## Exercise aim
From the records below, give the number of lines that contain the string "down", without any other text.

*** Exercise data Section Begins ***

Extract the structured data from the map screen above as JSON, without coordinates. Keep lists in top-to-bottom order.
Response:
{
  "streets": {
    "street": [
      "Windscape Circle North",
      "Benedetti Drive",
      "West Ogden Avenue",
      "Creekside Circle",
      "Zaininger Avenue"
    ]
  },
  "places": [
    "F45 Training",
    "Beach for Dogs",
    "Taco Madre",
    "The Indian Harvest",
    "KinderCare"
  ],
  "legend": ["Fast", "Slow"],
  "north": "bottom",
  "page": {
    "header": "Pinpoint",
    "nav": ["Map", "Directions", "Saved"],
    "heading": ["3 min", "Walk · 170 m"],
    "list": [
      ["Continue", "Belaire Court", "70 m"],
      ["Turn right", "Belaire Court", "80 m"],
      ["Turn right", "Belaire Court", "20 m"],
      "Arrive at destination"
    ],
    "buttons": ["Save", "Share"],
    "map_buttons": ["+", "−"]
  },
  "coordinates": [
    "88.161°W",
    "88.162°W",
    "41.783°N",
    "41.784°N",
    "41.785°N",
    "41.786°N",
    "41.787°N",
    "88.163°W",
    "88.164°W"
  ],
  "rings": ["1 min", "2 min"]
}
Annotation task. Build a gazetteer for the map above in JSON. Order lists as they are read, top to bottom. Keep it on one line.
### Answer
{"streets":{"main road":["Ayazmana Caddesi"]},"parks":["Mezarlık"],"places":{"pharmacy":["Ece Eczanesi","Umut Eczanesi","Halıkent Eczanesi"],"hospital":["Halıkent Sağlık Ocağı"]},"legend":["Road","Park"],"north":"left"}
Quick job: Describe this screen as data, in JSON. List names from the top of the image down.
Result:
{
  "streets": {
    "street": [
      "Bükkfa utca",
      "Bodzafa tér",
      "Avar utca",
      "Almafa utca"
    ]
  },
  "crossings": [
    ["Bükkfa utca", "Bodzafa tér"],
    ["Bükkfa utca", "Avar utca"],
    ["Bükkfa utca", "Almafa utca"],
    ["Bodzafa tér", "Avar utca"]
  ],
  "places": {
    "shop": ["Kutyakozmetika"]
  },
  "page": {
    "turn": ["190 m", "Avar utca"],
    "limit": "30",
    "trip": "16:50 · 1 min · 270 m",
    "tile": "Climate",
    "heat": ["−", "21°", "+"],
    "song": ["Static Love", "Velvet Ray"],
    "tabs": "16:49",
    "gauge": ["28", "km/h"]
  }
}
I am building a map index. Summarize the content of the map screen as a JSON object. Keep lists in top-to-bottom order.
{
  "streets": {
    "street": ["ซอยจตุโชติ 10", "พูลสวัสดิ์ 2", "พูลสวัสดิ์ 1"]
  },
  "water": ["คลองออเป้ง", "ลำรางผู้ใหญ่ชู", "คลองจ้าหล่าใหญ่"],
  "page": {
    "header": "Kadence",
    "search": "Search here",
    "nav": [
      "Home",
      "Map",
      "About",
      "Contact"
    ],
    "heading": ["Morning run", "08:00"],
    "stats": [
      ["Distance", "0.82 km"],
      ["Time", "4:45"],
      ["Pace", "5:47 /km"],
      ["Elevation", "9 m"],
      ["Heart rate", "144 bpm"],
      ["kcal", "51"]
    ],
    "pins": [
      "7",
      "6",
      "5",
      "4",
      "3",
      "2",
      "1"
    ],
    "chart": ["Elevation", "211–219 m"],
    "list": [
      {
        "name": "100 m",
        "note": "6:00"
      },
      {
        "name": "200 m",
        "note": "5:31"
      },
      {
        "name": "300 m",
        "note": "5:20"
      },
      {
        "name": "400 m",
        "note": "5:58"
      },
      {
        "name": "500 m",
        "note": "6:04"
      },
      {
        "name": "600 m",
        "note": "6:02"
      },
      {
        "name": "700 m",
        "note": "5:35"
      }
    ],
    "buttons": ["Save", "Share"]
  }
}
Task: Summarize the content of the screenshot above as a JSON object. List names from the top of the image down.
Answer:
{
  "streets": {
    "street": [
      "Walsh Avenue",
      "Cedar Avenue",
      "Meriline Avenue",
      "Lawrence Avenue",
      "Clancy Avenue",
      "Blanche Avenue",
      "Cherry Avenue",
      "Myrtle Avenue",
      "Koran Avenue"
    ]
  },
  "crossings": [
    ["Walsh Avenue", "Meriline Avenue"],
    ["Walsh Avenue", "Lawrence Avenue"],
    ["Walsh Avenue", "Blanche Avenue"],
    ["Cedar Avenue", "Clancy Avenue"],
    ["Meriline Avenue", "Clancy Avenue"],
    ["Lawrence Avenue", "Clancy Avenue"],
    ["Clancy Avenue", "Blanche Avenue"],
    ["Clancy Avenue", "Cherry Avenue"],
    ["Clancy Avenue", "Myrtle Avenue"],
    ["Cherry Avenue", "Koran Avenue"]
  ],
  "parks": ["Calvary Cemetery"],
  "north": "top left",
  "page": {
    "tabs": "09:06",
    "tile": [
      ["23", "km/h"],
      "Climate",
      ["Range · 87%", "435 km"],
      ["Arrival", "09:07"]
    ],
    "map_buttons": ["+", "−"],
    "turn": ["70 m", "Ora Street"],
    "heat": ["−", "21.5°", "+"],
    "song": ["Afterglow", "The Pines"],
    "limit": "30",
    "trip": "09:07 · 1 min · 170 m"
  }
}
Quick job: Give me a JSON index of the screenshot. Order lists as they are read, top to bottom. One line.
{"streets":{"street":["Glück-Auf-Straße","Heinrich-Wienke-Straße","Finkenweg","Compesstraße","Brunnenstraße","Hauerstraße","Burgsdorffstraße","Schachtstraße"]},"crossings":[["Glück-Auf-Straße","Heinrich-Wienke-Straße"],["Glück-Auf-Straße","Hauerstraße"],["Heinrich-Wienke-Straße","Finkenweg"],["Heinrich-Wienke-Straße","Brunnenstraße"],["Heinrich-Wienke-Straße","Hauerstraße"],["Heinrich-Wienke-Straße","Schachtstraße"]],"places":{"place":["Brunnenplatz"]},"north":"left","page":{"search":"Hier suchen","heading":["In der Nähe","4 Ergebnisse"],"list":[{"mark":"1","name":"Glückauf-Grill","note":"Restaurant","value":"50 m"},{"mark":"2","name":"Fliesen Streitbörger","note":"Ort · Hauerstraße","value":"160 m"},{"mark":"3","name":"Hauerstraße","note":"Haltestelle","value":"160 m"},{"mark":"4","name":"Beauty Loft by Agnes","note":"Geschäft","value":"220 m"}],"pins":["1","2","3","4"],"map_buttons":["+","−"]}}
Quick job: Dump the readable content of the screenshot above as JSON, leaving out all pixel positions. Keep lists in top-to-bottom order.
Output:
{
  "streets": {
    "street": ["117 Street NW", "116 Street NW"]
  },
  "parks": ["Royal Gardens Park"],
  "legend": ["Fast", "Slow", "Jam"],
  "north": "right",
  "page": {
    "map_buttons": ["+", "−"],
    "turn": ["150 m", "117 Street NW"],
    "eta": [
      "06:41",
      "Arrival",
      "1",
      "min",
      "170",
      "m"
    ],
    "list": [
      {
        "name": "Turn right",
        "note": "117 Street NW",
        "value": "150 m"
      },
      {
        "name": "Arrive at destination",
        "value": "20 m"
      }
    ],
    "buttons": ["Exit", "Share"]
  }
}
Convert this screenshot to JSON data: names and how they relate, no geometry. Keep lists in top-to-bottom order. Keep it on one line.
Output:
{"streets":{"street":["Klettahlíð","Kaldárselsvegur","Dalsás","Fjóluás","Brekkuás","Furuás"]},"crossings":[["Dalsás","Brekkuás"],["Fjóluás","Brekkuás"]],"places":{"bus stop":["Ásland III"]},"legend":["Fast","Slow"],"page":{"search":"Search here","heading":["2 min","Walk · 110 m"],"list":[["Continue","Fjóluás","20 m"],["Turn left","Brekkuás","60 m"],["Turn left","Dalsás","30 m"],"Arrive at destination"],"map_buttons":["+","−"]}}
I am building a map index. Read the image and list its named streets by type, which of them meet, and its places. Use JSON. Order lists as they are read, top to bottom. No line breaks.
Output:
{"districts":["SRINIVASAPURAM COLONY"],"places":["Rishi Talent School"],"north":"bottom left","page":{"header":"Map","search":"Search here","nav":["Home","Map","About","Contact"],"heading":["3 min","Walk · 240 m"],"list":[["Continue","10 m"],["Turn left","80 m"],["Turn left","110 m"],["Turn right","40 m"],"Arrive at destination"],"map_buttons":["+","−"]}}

*** Exercise data Section Ends ***

## Answer for this exercise
2